NNSA’s Office of Material Management and Minimization (M3) manages the Molybdenum-99 (Mo-99) Program as part of its mission to minimize the use of highly enriched uranium (HEU) in civilian applications. HEU is a proliferation-sensitive material that, if diverted or stolen, could be used as a component of a nuclear weapon. The Mo-99 Program assists global Mo-99 production facilities in converting to non-HEU processes and supports the establishment of domestic supplies of Mo-99 without the use of proliferation-sensitive HEU.
The U.S. medical community depends on a reliable supply of the radioisotope Mo-99 for nuclear medical diagnostic procedures. Mo-99 and its decay product, technetium-99m (Tc-99m), are used in over 40,000 medical procedures in the United States each day to diagnose heart disease and cancer, to study organ structure and function, and to perform other important medical applications.

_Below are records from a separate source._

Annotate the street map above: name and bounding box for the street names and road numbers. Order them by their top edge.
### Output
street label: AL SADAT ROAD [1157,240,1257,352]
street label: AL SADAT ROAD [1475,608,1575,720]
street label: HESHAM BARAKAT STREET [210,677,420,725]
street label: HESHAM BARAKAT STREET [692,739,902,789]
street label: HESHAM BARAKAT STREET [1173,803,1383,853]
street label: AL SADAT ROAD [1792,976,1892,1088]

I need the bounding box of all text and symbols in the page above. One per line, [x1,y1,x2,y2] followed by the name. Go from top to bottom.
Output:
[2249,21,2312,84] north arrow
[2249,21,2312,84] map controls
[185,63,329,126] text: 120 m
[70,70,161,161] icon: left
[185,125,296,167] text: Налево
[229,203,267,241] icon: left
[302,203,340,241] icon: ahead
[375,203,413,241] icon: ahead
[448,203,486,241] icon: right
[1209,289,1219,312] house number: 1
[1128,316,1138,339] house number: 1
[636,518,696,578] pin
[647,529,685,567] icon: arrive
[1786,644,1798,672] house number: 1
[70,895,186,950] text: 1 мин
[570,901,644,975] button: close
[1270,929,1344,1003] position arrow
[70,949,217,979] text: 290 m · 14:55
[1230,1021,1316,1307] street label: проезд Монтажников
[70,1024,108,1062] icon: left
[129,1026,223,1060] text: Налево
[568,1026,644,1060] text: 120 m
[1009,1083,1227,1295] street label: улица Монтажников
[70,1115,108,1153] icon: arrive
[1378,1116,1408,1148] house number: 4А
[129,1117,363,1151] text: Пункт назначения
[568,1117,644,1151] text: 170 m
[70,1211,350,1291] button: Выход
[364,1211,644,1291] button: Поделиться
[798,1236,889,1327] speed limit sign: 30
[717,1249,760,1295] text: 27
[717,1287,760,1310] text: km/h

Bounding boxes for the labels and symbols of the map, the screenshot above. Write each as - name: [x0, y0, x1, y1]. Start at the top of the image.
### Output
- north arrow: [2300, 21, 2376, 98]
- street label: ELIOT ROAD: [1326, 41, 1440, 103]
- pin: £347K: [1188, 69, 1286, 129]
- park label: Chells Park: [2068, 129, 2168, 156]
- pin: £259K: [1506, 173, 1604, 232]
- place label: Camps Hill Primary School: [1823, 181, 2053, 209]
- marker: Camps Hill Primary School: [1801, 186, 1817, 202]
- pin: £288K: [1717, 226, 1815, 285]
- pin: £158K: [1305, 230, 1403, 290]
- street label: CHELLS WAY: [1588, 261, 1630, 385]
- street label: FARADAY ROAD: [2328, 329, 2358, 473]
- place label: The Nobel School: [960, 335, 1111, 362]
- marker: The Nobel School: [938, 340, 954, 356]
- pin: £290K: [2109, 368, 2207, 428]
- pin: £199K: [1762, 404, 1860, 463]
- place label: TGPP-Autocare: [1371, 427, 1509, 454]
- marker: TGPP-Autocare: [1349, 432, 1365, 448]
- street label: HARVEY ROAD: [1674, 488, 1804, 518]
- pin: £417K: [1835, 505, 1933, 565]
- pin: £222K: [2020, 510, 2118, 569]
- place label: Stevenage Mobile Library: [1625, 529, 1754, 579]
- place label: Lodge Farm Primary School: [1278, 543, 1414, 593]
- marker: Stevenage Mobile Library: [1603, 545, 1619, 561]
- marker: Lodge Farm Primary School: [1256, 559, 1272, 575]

For example, patients undergoing a common procedure—the cardiac “stress test”—likely have benefited from Tc-99m.
The majority of Mo-99 supplied to U.S. patients is currently provided by foreign producers located in Australia (ANSTO), Belgium (IRE), the Netherlands (Curium), and South Africa (NTP Radioisotopes). Historically, Mo-99 from these companies was mostly produced using HEU. With NNSA’s financial and technical assistance, three of the four major Mo-99 producers – Curium, IRE, and NTP – have converted or are in the final stages of converting to use low enriched uranium (LEU) to produce Mo-99. ANSTO, the fourth major producer, has always produced Mo-99 with LEU targets.
In 2012, Congress passed the American Medical Isotopes Production Act (AMIPA), which directed NNSA to establish a technology-neutral program to support the establishment of domestic supplies of Mo-99 without the use of HEU. NNSA has implemented this by competitively awarding 50%/50% cost-shared cooperative agreements to commercial entities and providing funds to the Department of Energy’s (DOE) National Laboratories to support development of non-HEU Mo-99 production technologies. NNSA’s collaboration with U.S. industry has achieved historic results. In November 2018, NorthStar Medical Radioisotopes began the first domestic production in nearly 30 years, utilizing a neutron capture technology with molybdenum-98 targets.
NNSA currently manages five cooperative agreements with four U.S. companies, all developing diverse Mo-99 production technologies:
- NorthStar Medical Radioisotopes, LLC (Beloit, Wisconsin)
- Neutron capture technology using molybdenum-98 targets
- Accelerator-based technology using molybdenum-100 targets
- SHINE Medical Technologies, LLC (Janesville, Wisconsin)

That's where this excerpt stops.